Medicare is the largest single program providing explicit support for graduate medical education (GME) and every hospital training residents in an approved residency program is eligible to receive Medicare direct graduate medical education (DGME) funding. GME reimbursement data allows you to closely estimate the total “per resident amount (PRA)” your institution receives from Medicare for every one of your podiatric residents.
- DGME payments vary for each institution. The payments are based on the hospital’s per resident amount (PRA) which, by law, was set in the 1980s by CMS for each teaching hospital and updated annually for inflation. Because DGME payments have their basis in historical costs, they are not reflective of the current costs a hospital incurs for resident training. The total amount a hospital receives for DGME is based on the number of residents it is allowed to count, its hospital-specific PRA, and the percentage of its inpatient population that is comprised of Medicare beneficiaries.
- Teaching hospitals also receive an indirect medical education (IME) adjustment from Medicare to their Diagnosis-Related Group (DRG) payments. IME payments are meant to compensate teaching hospitals for the increased patient care costs resulting from treating more complex patients, the standby capacity required in burn and trauma centers, etc. The IME adjustment is an added payment for each Medicare inpatient stay. IME is adjusted based on a hospital’s ratio of residents-to-beds among other factors. If certain conditions are met, residents may be counted for the IME adjustment provided they work in the inpatient or the outpatient department of the hospital or in a non-hospital setting. Medicare pays psychiatric and rehabilitation hospitals differently than acute care hospitals. These hospitals receive “teaching status adjustment” payments instead and the adjustment formula is calculated on the ratio of residents to the hospital’s average daily patient census rather than beds.
- A limit on the number of residents Medicare will pay a specific hospital for was passed by Congress in 1997. Known as the hospital’s resident “cap,” it is based on the number of residents that the hospital trained in 1996. PODIATRY RESIDENTS ARE EXEMPTED FROM THIS CAP.

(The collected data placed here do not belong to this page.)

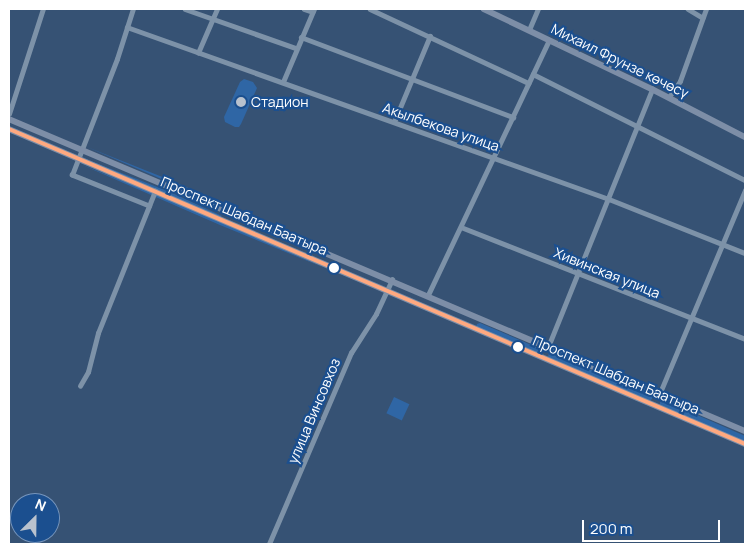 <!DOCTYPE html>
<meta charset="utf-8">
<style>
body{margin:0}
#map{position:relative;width:754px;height:553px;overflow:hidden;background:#365274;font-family:Manrope,sans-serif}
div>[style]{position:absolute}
.green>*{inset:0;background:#2f66a5;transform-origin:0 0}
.minor>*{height:4.5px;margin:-2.25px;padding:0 2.25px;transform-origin:2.25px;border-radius:2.25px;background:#7d92a8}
.major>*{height:5.5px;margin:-2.75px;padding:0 2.75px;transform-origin:2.75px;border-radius:2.75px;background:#7d8ea7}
.bus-1>*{height:4px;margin:-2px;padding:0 2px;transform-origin:2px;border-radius:2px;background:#ffa980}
.dots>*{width:14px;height:14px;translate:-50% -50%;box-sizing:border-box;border:2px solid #1b4f8f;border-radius:50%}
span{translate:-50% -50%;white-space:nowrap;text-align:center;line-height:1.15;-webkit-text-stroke:4.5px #1b4f8f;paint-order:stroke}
.street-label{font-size:14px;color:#fff}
.poi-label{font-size:14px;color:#fff}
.left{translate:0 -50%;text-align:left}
.frame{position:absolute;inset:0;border:10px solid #fff;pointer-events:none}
.north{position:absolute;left:10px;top:493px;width:50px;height:50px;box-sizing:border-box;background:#1b4f8f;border:1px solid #7695bc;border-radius:50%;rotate:23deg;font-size:14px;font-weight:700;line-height:20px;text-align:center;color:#fff}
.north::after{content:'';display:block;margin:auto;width:18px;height:22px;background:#b9c2ce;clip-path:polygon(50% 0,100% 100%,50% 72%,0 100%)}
.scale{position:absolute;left:582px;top:520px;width:138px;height:22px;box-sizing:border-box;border:2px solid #fff;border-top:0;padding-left:6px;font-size:15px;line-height:18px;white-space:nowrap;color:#fff;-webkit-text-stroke:4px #1b4f8f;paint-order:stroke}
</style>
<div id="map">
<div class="green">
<i style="clip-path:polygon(244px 79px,253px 82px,257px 88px,241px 124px,239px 127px,235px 127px,225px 122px,224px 117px,240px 82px)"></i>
<i style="clip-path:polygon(87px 147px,175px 182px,226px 205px,222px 205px)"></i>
<i style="clip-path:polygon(83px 158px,170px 192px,222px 216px,220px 217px)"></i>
<i style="clip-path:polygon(80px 164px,168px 199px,327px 269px,220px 225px)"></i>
<i style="clip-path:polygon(480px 323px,536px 347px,541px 352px,538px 353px,476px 327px,477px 324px)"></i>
<i style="clip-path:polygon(549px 353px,646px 392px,652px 395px,652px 399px,649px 401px,548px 357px)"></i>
<i style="left:394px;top:397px;width:17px;height:18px;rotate:25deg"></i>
<i style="clip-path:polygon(663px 400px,745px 436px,745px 442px,660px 405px,660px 402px)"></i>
</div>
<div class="minor">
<i style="left:185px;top:9px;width:118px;rotate:19.4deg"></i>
<i style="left:304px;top:9px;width:9px;rotate:18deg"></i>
<i style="left:370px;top:9px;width:175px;rotate:25deg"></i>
<i style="left:688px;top:9px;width:17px;rotate:31deg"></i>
<i style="left:127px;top:27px;width:512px;rotate:19.64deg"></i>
<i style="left:609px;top:199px;width:146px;rotate:21.7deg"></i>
<i style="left:529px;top:30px;width:23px;rotate:-67deg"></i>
<i style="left:301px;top:37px;width:227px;rotate:20.7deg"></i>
<i style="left:198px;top:53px;width:48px;rotate:-66.6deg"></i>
<i style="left:533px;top:74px;width:237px;rotate:26.6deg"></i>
<i style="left:283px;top:82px;width:79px;rotate:-67deg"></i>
<i style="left:669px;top:97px;width:19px;rotate:-55deg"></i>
<i style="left:680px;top:81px;width:77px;rotate:-70.1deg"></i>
<i style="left:9px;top:114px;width:110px;rotate:-72.1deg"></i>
<i style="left:394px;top:122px;width:93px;rotate:-67.3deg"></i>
<i style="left:149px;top:206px;width:16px;rotate:-68deg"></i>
<i style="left:461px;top:227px;width:305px;rotate:21.5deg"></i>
<i style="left:428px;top:295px;width:282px;rotate:-64.6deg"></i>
<i style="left:548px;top:347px;width:278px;rotate:-68deg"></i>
<i style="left:80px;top:386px;width:16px;rotate:-60deg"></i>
<i style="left:88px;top:372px;width:40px;rotate:-75.6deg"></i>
<i style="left:98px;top:333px;width:137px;rotate:-68.1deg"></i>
<i style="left:149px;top:206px;width:83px;rotate:-158.1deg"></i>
<i style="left:72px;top:175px;width:124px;rotate:-68.8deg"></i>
<i style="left:117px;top:59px;width:52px;rotate:-72.3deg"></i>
<i style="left:659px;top:395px;width:222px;rotate:-67.2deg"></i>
<i style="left:269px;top:544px;width:208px;rotate:-66.8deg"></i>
<i style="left:351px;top:353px;width:46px;rotate:-57.3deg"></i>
<i style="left:376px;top:314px;width:38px;rotate:-65deg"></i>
</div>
<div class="major">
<i style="left:484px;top:9px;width:186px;rotate:25.5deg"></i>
<i style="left:652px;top:89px;width:105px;rotate:27.3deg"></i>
<i style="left:9px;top:119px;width:799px;rotate:22.97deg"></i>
<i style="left:9px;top:129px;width:801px;rotate:23.17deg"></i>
</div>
<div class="bus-1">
<i style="left:9px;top:129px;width:801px;rotate:23.17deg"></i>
</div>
<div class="dots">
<i style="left:241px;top:102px;background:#b9c2ce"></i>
<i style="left:334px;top:268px;background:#fff"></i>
<i style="left:518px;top:347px;background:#fff"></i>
</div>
<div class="street-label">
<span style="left:620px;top:61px;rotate:26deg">Михаил Фрунзе көчөсү</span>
<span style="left:441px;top:127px;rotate:19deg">Акылбекова улица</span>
<span style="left:244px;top:216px;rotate:23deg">Проспект Шабдан Баатыра</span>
<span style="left:607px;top:273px;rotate:22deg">Хивинская улица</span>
<span style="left:616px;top:375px;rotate:23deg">Проспект Шабдан Баатыра</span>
<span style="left:314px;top:411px;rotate:-67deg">улица Винсовхоз</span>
</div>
<div class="poi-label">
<span class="left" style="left:251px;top:102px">Стадион</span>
</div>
<div class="frame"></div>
<div class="north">N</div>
<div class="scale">200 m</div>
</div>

- Per Resident Amount (PRA) is the reimbursement PER resident received by a hospital and is estimated by dividing “Total DGME and IME Payments for the facility” by “Total FTE residents at the facility.”
- Total DSH Payments are the “Disproportionate Share Hospital” payments are added to the Diagnosis-Related Group (DRG) payment made to institutions that have large volumes of uncompensated care. Theoretically, a podiatric residency program would be involved in clinics serving that population and an appropriate reason to receive some share of those funds as well.
- Additional Allowed FTE Residents is included on this report to capture the Affordable Care Act’s changes to the Medicare DGME reporting, which provides for reallocation of GME slots from teaching programs that have recently closed. Total FTE Residents and Approved DGME Per Resident for the facility already account for these additional residents.
Uncompensated Care Payment is included to reflect additional payments to hospitals reporting after October 1, 2013. This is for reference only and no other calculations with this figure are necessary.